Revision history [back]

CUDA DNN initialization when changing in batch size

If I initialize a dnn::Net with a caffe model and set the CUDA backend as

cv::dnn::Net net = dnn::ClassificationModel(prototextPath, cafemodelPath);
net.setPreferableBackend(dnn::Backend::DNN_BACKEND_CUDA);
net.setPreferableTarget(dnn::Target::DNN_TARGET_CUDA);

and then run inference with a single image img1

dnnImgs.push_back(img1);
dnn::blobFromImages(dnnImgs, blob, ....);
net.setInput(blob);
prob = net->forward();

the inference time is substantial (~190ms) on the first call (I guess because of lazy initialization) and then quick (~6ms) on subsequent invocations. If I then change the batch size by for example adding a second image img2 (batch size 2) dnnImgs.push_back(img2); and run the inference I face the same large inference time (~190ms) on the first invocation again.
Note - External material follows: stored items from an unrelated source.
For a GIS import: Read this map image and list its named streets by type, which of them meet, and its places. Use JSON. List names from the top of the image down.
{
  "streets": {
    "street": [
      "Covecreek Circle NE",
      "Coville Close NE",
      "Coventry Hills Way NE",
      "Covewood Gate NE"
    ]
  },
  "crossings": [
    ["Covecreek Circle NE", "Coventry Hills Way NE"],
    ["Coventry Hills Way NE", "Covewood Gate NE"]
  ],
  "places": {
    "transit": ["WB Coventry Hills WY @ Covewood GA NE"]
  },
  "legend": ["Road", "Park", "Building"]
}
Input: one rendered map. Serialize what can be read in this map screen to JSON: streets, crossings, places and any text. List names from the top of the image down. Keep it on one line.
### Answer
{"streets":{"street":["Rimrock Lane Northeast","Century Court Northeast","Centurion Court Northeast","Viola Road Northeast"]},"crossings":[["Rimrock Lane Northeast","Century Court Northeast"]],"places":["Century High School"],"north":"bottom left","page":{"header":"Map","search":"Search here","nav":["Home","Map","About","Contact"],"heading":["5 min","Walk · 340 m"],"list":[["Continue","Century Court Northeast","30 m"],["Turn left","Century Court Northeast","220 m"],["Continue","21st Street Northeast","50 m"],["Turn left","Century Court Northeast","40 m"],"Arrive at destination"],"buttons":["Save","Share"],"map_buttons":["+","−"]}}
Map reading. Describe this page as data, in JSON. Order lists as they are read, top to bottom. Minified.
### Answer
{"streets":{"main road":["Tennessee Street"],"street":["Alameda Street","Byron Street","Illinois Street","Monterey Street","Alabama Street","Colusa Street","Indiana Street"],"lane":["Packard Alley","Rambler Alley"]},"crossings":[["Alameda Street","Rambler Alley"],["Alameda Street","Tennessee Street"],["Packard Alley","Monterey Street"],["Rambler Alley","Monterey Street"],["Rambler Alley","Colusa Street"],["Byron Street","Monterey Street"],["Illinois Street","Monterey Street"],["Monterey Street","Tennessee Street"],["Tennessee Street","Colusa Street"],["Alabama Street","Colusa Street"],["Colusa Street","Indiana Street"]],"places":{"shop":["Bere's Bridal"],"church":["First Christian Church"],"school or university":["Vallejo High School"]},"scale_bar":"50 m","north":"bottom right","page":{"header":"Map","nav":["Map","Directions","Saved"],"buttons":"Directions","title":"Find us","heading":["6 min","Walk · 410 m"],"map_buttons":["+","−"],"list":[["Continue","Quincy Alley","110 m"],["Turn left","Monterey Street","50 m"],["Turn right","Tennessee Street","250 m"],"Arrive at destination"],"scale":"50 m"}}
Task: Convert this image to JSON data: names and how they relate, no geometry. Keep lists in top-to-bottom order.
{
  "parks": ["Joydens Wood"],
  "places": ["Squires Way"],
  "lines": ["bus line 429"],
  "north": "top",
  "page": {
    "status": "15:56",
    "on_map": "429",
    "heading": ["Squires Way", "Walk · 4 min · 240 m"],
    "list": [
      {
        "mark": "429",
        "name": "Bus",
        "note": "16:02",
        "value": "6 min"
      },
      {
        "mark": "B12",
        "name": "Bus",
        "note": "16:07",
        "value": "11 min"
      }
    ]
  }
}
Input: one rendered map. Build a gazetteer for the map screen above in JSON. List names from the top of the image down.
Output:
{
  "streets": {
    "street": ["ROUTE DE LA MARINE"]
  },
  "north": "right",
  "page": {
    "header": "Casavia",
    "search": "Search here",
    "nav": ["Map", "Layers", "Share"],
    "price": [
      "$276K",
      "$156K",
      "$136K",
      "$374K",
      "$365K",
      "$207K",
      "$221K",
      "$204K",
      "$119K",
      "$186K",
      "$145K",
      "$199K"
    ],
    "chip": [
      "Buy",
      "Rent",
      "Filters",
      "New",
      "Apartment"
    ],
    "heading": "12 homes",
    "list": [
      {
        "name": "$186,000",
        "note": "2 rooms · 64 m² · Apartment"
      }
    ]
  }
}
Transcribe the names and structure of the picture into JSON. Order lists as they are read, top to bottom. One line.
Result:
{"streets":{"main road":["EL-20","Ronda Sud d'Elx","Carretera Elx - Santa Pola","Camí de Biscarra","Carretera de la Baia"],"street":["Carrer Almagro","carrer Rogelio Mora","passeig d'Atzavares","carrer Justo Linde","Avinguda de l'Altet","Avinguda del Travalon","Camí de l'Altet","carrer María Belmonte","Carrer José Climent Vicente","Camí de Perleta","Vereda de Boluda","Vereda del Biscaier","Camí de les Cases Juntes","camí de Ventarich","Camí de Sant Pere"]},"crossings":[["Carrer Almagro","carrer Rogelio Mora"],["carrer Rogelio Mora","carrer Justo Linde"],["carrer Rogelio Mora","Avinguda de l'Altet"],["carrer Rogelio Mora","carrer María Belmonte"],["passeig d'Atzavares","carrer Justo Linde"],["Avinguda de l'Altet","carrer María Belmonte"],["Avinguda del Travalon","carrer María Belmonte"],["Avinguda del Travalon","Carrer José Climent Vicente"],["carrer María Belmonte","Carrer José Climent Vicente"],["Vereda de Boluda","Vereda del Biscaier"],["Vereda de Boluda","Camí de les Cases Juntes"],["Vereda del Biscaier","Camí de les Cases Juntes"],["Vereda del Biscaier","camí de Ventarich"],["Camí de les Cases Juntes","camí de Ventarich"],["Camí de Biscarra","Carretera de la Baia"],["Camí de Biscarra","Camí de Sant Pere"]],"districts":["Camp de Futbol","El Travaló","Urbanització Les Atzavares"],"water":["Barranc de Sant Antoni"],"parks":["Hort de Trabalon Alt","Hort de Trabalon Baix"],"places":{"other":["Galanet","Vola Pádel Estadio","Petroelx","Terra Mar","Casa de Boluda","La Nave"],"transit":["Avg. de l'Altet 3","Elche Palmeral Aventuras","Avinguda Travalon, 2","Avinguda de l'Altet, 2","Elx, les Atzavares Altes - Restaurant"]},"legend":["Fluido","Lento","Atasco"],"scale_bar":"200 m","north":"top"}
I would like to know if there is a way to change the batch size without suffering this large inference time the first time net->forward() is called after the change is made? Essentially am I doing something wrong here or is this just the way it is.

The reason for the question is that I was previously using caffe with this model and I was able to pass varying sized batches without any noticeable (maybe 10ms) increase in inference time the first time the batch size was changed and no increase in inference time after that.